Dataset excerpts:
....................
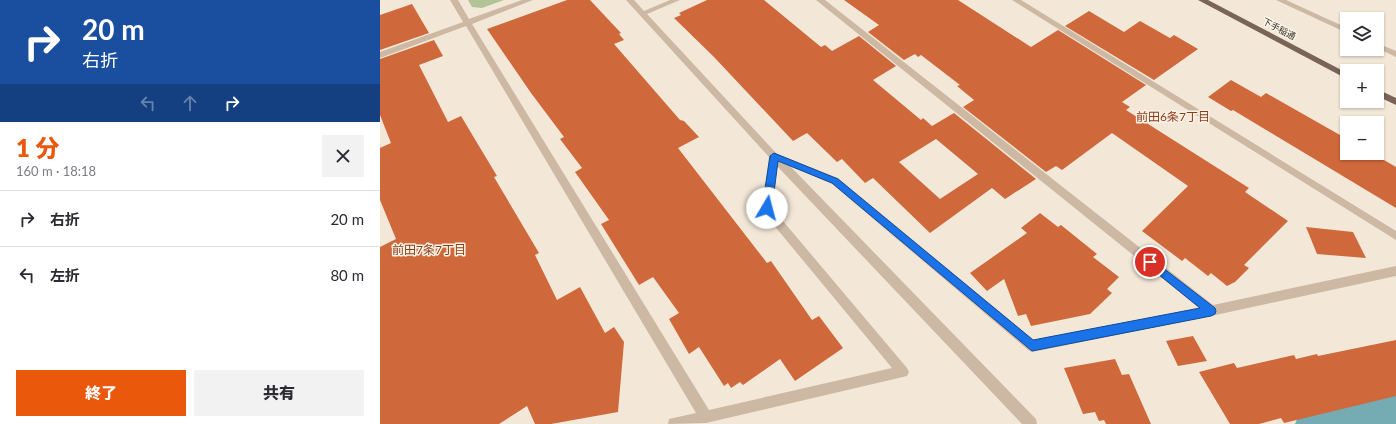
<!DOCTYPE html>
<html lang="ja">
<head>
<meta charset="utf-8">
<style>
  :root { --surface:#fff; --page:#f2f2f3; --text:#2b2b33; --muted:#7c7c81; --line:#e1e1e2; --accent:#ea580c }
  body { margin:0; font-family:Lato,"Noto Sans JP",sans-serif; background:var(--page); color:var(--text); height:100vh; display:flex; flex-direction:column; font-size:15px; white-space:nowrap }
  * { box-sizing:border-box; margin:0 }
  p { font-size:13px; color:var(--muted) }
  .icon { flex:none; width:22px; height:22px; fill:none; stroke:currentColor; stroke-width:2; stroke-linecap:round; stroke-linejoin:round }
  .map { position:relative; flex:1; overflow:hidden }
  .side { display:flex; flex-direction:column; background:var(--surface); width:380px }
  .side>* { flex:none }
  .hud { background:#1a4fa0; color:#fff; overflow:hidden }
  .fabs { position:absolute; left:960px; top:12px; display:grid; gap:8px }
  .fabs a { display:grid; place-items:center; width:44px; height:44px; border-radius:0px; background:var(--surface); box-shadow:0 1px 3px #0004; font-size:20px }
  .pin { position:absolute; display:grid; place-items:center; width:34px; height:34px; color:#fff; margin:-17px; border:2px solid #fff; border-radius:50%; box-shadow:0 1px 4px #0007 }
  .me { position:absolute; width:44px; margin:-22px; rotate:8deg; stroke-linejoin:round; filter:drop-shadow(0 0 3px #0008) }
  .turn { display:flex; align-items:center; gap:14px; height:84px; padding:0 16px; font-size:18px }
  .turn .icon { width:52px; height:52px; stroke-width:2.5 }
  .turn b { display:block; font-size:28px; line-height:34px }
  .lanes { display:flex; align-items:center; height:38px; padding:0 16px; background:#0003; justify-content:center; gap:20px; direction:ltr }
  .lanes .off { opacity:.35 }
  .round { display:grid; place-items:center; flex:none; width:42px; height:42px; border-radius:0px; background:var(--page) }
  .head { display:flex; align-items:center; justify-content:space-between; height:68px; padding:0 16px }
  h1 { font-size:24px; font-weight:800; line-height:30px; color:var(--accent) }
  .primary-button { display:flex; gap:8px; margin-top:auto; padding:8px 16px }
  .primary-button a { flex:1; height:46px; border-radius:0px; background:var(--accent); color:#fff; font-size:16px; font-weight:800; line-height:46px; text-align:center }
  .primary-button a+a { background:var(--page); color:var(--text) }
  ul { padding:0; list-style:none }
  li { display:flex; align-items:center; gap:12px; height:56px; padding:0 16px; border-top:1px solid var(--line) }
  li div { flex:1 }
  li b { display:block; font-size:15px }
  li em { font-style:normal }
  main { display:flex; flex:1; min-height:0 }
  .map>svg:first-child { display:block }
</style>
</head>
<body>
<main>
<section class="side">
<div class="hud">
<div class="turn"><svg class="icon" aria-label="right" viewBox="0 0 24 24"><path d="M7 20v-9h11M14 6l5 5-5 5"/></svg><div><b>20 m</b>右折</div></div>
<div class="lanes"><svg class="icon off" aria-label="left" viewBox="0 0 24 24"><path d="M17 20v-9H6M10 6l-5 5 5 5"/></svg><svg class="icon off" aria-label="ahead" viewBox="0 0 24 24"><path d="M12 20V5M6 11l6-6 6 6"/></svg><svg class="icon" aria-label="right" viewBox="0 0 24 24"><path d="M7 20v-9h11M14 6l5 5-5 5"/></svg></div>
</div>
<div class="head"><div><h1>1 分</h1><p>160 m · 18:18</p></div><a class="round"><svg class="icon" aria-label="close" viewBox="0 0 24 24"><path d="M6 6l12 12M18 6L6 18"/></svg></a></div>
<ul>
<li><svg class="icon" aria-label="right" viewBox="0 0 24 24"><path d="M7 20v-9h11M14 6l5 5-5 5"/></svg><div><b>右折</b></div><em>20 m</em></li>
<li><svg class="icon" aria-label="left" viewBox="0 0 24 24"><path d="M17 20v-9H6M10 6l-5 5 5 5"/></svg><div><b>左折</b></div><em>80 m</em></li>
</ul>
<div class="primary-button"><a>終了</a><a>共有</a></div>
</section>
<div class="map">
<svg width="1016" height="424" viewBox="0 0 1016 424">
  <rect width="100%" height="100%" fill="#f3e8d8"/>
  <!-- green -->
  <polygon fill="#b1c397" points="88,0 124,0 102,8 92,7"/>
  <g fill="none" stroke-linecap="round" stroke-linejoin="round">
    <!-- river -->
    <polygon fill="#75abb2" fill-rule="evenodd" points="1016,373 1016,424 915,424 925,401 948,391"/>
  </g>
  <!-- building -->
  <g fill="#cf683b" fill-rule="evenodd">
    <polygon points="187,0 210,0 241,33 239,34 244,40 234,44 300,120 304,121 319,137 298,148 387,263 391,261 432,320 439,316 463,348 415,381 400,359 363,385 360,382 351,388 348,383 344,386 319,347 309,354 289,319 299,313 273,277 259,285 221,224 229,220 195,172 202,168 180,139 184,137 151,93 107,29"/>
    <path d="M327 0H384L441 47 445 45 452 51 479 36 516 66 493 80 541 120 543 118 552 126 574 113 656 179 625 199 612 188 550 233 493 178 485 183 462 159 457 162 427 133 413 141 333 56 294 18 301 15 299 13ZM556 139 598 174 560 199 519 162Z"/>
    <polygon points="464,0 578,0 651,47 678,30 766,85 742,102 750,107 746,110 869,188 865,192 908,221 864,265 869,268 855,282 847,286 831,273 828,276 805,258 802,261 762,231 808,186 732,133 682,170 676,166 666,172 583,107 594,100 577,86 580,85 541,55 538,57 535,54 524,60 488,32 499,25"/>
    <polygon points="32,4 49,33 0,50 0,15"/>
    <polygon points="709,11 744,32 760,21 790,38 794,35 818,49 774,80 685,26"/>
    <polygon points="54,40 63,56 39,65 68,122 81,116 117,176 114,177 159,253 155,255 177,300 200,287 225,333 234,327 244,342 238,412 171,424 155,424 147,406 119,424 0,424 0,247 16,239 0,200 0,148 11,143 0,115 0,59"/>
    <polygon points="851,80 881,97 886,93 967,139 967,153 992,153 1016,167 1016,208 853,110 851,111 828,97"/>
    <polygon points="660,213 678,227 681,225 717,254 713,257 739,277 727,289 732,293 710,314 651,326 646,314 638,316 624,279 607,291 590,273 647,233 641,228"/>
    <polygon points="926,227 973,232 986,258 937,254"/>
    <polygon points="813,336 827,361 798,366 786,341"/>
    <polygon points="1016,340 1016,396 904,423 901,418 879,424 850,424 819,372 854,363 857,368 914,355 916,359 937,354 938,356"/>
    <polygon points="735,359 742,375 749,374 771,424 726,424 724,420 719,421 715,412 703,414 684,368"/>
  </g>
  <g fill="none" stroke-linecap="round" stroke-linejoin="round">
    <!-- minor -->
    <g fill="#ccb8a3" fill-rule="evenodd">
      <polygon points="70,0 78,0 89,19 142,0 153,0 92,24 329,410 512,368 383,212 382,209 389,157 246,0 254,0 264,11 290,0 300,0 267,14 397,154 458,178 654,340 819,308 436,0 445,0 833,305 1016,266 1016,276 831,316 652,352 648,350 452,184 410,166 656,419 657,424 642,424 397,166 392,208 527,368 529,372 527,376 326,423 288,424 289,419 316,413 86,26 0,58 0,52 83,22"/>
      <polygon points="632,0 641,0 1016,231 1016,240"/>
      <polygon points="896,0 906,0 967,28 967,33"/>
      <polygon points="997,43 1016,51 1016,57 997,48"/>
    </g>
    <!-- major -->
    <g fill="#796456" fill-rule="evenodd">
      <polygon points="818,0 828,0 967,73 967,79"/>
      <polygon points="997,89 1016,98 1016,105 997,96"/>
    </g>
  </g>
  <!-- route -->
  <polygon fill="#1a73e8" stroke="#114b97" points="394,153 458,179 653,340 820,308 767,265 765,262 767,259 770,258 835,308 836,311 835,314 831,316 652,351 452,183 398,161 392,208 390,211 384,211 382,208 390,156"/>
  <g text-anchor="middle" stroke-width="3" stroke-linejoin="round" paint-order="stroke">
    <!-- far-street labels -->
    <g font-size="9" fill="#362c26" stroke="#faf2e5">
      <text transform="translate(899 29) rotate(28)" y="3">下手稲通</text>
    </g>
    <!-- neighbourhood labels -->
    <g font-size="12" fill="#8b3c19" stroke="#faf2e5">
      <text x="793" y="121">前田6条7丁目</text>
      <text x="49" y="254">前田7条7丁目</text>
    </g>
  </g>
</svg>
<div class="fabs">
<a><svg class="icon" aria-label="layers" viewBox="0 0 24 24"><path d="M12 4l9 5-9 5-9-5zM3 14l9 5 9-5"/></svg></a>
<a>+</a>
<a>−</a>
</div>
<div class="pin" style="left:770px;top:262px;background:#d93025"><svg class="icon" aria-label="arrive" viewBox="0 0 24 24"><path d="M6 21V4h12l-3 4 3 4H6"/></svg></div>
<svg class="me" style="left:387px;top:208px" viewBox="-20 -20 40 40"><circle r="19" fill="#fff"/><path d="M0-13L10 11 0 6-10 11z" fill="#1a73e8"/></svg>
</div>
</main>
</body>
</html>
....................
What this task involves: Throughout the data above, report every line that contains the string "fabs".

Written solution:
  .fabs { position:absolute; left:960px; top:12px; display:grid; gap:8px }
  .fabs a { display:grid; place-items:center; width:44px; height:44px; border-radius:0px; background:var(--surface); box-shadow:0 1px 3px #0004; font-size:20px }
<div class="fabs">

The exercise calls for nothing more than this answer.